• WHAT YOU NEED TO DO: Set down a precise copy of the whole listing.

══════

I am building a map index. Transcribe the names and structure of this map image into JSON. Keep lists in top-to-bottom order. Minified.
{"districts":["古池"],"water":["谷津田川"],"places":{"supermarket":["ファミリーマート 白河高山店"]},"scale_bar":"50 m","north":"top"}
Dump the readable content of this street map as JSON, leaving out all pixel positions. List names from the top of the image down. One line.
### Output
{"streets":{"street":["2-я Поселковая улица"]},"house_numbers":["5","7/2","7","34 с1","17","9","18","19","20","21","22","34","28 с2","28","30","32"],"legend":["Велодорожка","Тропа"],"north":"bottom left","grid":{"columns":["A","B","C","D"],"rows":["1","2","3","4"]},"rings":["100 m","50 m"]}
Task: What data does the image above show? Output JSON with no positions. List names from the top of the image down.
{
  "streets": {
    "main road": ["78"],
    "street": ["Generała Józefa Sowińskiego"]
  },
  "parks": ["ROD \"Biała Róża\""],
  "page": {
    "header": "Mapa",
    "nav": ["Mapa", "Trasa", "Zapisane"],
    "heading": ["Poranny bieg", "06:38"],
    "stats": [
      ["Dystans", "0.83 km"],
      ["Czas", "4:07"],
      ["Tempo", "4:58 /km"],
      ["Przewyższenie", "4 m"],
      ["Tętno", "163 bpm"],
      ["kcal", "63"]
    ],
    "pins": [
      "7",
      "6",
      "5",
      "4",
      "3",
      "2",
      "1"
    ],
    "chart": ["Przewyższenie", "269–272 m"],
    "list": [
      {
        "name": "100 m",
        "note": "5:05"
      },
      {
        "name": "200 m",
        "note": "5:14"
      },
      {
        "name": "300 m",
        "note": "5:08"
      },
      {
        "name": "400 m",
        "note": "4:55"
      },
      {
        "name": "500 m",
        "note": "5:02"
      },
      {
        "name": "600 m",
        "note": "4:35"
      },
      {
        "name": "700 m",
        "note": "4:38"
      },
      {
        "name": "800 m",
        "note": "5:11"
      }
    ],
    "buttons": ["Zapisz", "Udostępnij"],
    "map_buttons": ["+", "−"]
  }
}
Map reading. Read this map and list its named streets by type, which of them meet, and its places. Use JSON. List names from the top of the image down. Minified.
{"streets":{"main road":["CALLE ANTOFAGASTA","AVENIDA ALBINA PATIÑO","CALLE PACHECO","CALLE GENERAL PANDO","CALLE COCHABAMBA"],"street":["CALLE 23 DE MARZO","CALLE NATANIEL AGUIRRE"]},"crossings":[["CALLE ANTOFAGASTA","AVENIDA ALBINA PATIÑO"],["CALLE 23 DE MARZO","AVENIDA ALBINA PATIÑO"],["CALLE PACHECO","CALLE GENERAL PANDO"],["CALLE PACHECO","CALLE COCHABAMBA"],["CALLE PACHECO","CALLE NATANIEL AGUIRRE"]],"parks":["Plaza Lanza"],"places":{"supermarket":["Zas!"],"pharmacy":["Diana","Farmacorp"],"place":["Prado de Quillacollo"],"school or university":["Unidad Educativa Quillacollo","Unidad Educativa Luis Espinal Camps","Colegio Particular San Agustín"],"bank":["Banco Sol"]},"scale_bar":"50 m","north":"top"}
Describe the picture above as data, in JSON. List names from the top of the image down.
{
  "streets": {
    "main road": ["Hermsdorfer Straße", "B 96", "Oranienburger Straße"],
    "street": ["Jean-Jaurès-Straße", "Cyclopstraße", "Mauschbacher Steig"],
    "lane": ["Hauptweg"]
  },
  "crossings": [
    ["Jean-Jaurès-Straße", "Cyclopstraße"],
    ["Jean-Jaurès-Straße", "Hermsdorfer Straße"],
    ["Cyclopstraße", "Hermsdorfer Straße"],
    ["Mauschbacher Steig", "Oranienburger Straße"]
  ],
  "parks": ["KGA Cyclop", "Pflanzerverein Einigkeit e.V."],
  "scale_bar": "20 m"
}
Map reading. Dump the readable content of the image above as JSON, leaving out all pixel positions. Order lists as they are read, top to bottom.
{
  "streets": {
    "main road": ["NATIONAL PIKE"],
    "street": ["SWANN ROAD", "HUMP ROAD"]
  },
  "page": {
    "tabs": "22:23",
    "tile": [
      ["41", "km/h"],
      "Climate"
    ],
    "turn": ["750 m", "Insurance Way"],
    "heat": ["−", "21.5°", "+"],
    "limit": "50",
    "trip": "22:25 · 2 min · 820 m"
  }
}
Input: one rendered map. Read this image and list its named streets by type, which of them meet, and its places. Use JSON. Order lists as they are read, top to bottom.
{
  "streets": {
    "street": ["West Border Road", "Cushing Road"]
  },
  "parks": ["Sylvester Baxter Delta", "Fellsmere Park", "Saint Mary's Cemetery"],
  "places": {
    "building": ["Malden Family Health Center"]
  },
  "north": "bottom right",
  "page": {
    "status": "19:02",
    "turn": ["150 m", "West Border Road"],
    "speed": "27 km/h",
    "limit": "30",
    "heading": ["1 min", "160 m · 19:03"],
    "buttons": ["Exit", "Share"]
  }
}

══════

• ANSWER SECTION:
I am building a map index. Transcribe the names and structure of this map image into JSON. Keep lists in top-to-bottom order. Minified.
{"districts":["古池"],"water":["谷津田川"],"places":{"supermarket":["ファミリーマート 白河高山店"]},"scale_bar":"50 m","north":"top"}
Dump the readable content of this street map as JSON, leaving out all pixel positions. List names from the top of the image down. One line.
### Output
{"streets":{"street":["2-я Поселковая улица"]},"house_numbers":["5","7/2","7","34 с1","17","9","18","19","20","21","22","34","28 с2","28","30","32"],"legend":["Велодорожка","Тропа"],"north":"bottom left","grid":{"columns":["A","B","C","D"],"rows":["1","2","3","4"]},"rings":["100 m","50 m"]}
Task: What data does the image above show? Output JSON with no positions. List names from the top of the image down.
{
  "streets": {
    "main road": ["78"],
    "street": ["Generała Józefa Sowińskiego"]
  },
  "parks": ["ROD \"Biała Róża\""],
  "page": {
    "header": "Mapa",
    "nav": ["Mapa", "Trasa", "Zapisane"],
    "heading": ["Poranny bieg", "06:38"],
    "stats": [
      ["Dystans", "0.83 km"],
      ["Czas", "4:07"],
      ["Tempo", "4:58 /km"],
      ["Przewyższenie", "4 m"],
      ["Tętno", "163 bpm"],
      ["kcal", "63"]
    ],
    "pins": [
      "7",
      "6",
      "5",
      "4",
      "3",
      "2",
      "1"
    ],
    "chart": ["Przewyższenie", "269–272 m"],
    "list": [
      {
        "name": "100 m",
        "note": "5:05"
      },
      {
        "name": "200 m",
        "note": "5:14"
      },
      {
        "name": "300 m",
        "note": "5:08"
      },
      {
        "name": "400 m",
        "note": "4:55"
      },
      {
        "name": "500 m",
        "note": "5:02"
      },
      {
        "name": "600 m",
        "note": "4:35"
      },
      {
        "name": "700 m",
        "note": "4:38"
      },
      {
        "name": "800 m",
        "note": "5:11"
      }
    ],
    "buttons": ["Zapisz", "Udostępnij"],
    "map_buttons": ["+", "−"]
  }
}
Map reading. Read this map and list its named streets by type, which of them meet, and its places. Use JSON. List names from the top of the image down. Minified.
{"streets":{"main road":["CALLE ANTOFAGASTA","AVENIDA ALBINA PATIÑO","CALLE PACHECO","CALLE GENERAL PANDO","CALLE COCHABAMBA"],"street":["CALLE 23 DE MARZO","CALLE NATANIEL AGUIRRE"]},"crossings":[["CALLE ANTOFAGASTA","AVENIDA ALBINA PATIÑO"],["CALLE 23 DE MARZO","AVENIDA ALBINA PATIÑO"],["CALLE PACHECO","CALLE GENERAL PANDO"],["CALLE PACHECO","CALLE COCHABAMBA"],["CALLE PACHECO","CALLE NATANIEL AGUIRRE"]],"parks":["Plaza Lanza"],"places":{"supermarket":["Zas!"],"pharmacy":["Diana","Farmacorp"],"place":["Prado de Quillacollo"],"school or university":["Unidad Educativa Quillacollo","Unidad Educativa Luis Espinal Camps","Colegio Particular San Agustín"],"bank":["Banco Sol"]},"scale_bar":"50 m","north":"top"}
Describe the picture above as data, in JSON. List names from the top of the image down.
{
  "streets": {
    "main road": ["Hermsdorfer Straße", "B 96", "Oranienburger Straße"],
    "street": ["Jean-Jaurès-Straße", "Cyclopstraße", "Mauschbacher Steig"],
    "lane": ["Hauptweg"]
  },
  "crossings": [
    ["Jean-Jaurès-Straße", "Cyclopstraße"],
    ["Jean-Jaurès-Straße", "Hermsdorfer Straße"],
    ["Cyclopstraße", "Hermsdorfer Straße"],
    ["Mauschbacher Steig", "Oranienburger Straße"]
  ],
  "parks": ["KGA Cyclop", "Pflanzerverein Einigkeit e.V."],
  "scale_bar": "20 m"
}
Map reading. Dump the readable content of the image above as JSON, leaving out all pixel positions. Order lists as they are read, top to bottom.
{
  "streets": {
    "main road": ["NATIONAL PIKE"],
    "street": ["SWANN ROAD", "HUMP ROAD"]
  },
  "page": {
    "tabs": "22:23",
    "tile": [
      ["41", "km/h"],
      "Climate"
    ],
    "turn": ["750 m", "Insurance Way"],
    "heat": ["−", "21.5°", "+"],
    "limit": "50",
    "trip": "22:25 · 2 min · 820 m"
  }
}
Input: one rendered map. Read this image and list its named streets by type, which of them meet, and its places. Use JSON. Order lists as they are read, top to bottom.
{
  "streets": {
    "street": ["West Border Road", "Cushing Road"]
  },
  "parks": ["Sylvester Baxter Delta", "Fellsmere Park", "Saint Mary's Cemetery"],
  "places": {
    "building": ["Malden Family Health Center"]
  },
  "north": "bottom right",
  "page": {
    "status": "19:02",
    "turn": ["150 m", "West Border Road"],
    "speed": "27 km/h",
    "limit": "30",
    "heading": ["1 min", "160 m · 19:03"],
    "buttons": ["Exit", "Share"]
  }
}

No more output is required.